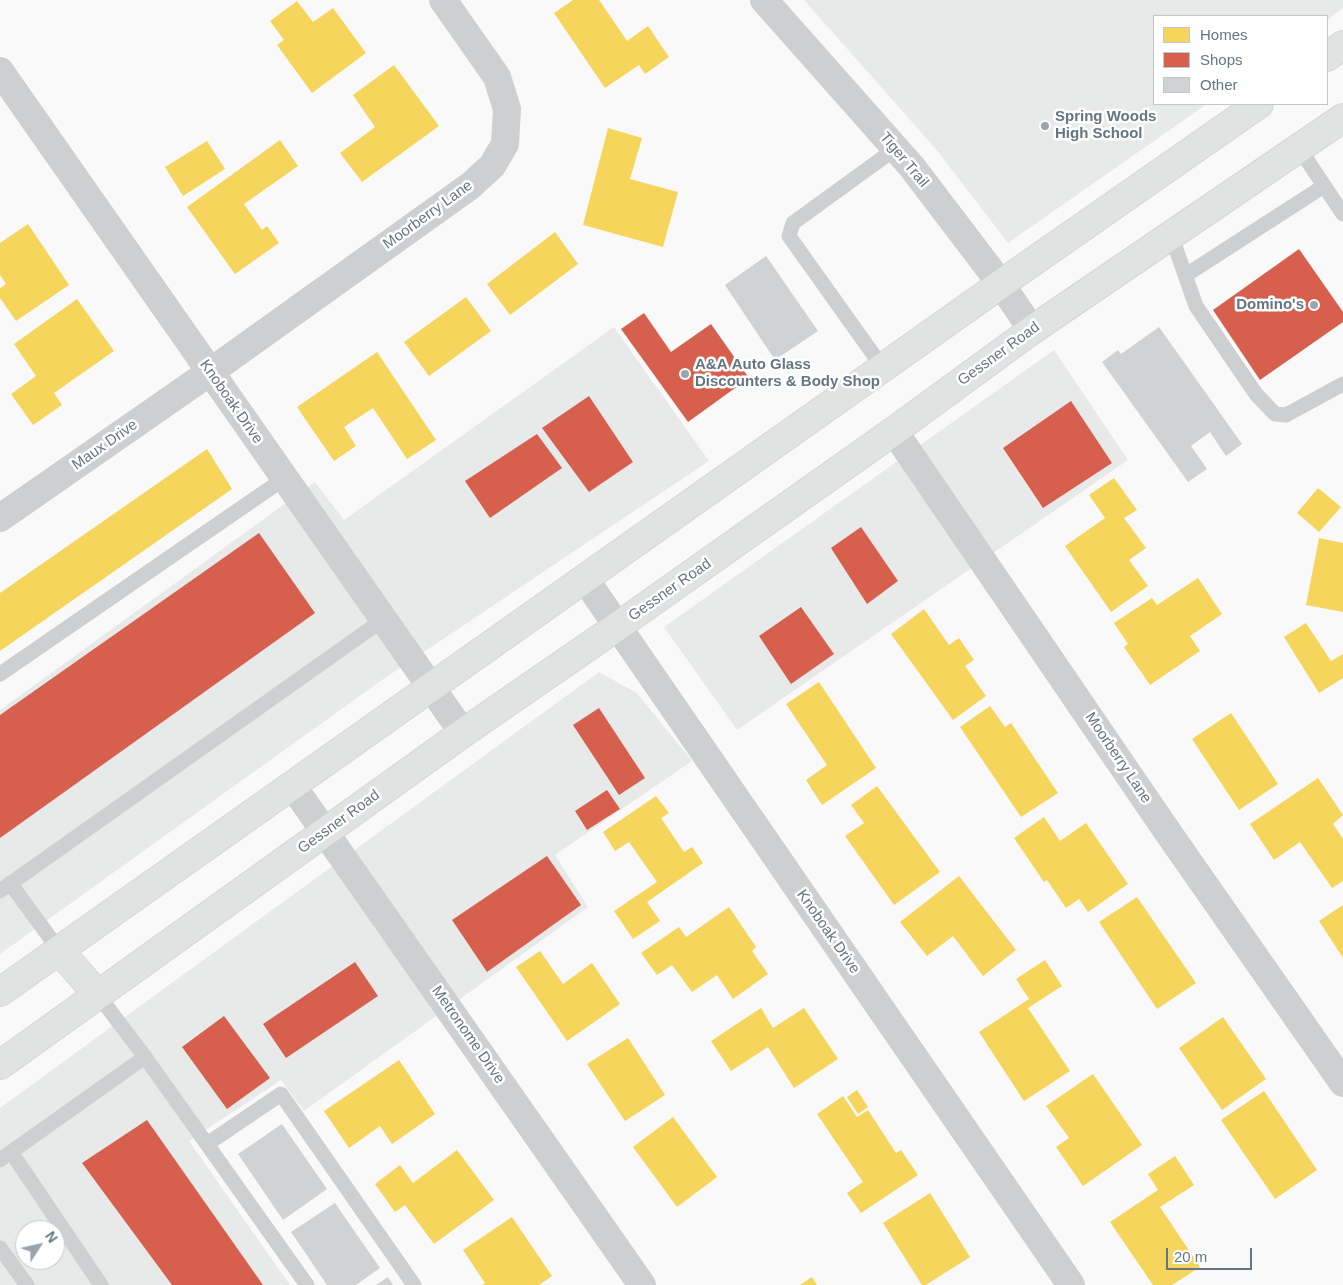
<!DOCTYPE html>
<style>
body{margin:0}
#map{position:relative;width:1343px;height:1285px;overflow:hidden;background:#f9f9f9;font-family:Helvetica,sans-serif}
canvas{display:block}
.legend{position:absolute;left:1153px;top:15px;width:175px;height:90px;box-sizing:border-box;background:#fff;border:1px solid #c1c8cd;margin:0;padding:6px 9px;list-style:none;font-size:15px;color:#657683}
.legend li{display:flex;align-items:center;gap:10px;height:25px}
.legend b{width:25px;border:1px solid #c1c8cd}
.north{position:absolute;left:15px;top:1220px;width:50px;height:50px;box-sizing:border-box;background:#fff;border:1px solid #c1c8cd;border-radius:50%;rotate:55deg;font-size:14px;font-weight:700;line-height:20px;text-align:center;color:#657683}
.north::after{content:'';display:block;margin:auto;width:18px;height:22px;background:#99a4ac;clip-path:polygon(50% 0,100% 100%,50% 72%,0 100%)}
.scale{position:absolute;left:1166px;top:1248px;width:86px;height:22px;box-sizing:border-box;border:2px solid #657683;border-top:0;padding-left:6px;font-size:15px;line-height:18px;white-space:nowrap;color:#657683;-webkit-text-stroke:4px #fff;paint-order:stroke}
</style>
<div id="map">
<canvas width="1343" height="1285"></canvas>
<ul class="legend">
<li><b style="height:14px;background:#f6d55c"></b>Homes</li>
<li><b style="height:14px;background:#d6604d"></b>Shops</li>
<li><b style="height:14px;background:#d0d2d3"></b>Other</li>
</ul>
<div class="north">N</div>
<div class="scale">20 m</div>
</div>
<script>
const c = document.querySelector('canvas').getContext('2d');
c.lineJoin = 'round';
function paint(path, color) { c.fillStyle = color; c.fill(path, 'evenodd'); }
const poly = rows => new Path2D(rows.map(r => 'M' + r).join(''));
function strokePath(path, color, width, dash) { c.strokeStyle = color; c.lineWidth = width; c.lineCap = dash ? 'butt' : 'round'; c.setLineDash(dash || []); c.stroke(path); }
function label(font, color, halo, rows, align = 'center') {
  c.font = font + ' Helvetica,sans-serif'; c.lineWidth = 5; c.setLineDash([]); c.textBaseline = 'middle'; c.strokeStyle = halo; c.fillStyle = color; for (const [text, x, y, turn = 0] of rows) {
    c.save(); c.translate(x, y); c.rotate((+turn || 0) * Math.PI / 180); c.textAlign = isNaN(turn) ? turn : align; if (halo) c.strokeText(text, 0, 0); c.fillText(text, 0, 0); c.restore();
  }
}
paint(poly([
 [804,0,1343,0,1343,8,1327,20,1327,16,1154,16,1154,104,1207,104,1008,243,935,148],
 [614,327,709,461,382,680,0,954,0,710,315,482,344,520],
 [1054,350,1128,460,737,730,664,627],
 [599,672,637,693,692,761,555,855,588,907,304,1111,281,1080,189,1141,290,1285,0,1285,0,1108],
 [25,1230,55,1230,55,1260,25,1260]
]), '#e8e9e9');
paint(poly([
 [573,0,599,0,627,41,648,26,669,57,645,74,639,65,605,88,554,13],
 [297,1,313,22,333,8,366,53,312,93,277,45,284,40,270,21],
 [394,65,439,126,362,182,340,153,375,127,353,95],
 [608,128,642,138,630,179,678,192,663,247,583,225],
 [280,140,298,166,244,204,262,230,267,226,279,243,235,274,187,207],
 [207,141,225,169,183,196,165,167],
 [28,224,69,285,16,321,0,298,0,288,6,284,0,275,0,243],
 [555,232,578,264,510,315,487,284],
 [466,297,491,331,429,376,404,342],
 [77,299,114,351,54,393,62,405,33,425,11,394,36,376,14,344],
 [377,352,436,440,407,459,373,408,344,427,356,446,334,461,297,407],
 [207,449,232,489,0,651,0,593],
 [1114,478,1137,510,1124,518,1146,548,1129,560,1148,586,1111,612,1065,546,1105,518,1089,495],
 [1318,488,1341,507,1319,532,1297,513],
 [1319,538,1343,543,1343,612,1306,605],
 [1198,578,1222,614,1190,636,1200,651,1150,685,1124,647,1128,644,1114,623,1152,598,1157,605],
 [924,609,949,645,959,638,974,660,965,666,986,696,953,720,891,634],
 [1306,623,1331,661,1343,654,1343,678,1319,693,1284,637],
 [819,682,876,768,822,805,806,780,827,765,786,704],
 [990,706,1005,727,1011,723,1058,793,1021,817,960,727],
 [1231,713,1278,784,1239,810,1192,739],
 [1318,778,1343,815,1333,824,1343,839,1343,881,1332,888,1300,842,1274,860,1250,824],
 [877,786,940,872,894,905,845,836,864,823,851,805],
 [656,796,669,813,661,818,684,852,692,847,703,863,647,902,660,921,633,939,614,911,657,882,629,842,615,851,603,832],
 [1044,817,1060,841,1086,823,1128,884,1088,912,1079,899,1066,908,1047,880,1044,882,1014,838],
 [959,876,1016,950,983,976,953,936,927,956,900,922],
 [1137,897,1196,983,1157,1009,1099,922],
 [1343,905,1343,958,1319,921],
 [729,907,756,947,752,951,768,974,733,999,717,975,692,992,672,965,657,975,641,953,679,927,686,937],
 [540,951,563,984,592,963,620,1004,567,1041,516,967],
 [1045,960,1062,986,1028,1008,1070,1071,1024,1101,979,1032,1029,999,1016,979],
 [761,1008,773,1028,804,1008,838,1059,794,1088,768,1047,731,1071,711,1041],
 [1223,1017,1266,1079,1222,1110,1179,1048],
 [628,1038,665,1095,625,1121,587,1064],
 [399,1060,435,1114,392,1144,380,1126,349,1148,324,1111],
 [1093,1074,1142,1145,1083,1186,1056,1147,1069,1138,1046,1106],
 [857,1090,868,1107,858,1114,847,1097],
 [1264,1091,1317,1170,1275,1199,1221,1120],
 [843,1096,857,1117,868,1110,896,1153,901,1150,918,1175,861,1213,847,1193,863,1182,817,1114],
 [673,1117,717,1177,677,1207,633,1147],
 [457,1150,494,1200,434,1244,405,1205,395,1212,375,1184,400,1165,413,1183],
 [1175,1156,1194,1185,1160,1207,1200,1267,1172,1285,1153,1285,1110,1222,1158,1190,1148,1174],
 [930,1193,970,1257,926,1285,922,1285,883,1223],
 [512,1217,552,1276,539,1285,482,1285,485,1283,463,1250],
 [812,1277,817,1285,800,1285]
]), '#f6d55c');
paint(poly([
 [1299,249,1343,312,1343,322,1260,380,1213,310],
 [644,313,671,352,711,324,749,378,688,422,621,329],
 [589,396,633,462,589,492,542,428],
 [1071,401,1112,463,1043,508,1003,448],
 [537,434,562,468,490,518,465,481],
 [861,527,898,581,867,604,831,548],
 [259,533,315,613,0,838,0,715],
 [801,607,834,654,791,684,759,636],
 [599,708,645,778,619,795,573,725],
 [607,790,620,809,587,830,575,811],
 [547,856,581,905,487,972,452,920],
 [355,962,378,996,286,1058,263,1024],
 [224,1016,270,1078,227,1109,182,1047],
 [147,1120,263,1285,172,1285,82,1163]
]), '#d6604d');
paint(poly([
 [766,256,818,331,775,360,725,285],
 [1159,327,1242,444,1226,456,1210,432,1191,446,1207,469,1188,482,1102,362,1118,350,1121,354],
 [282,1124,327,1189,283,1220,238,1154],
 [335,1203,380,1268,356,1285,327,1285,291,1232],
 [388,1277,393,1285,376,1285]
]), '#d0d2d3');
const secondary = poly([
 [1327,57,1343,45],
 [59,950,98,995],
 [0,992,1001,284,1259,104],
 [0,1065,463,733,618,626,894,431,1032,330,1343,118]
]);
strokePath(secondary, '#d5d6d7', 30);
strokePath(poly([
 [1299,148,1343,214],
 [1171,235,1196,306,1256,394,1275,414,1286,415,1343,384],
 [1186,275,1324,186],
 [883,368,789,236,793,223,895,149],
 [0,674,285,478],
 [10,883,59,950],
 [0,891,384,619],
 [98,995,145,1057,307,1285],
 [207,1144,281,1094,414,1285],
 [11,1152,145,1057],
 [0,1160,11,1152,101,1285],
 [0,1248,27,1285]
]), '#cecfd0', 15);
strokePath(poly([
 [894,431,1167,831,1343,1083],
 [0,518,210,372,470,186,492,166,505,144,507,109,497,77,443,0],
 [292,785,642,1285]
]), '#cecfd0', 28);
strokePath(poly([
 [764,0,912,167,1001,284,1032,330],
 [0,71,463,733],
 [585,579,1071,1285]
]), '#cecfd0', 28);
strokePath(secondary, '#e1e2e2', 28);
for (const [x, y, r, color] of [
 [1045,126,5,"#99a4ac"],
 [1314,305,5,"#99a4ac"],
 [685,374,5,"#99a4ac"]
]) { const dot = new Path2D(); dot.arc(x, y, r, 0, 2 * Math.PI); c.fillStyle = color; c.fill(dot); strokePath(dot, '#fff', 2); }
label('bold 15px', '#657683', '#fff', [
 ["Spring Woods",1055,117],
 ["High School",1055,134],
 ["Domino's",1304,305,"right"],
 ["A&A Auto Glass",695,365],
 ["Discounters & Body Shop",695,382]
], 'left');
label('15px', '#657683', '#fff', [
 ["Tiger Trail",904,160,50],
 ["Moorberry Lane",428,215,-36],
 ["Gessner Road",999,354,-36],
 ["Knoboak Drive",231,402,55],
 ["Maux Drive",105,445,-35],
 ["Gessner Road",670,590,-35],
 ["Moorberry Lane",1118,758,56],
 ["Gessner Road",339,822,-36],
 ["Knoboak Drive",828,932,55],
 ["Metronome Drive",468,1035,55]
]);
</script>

• _WHAT NEEDS TO BE DONE_:
From the entries above, show each line that includes the string "rows".

• _ANSWER SPACE_:
const poly = rows => new Path2D(rows.map(r => 'M' + r).join(''));
function label(font, color, halo, rows, align = 'center') {
  c.font = font + ' Helvetica,sans-serif'; c.lineWidth = 5; c.setLineDash([]); c.textBaseline = 'middle'; c.strokeStyle = halo; c.fillStyle = color; for (const [text, x, y, turn = 0] of rows) {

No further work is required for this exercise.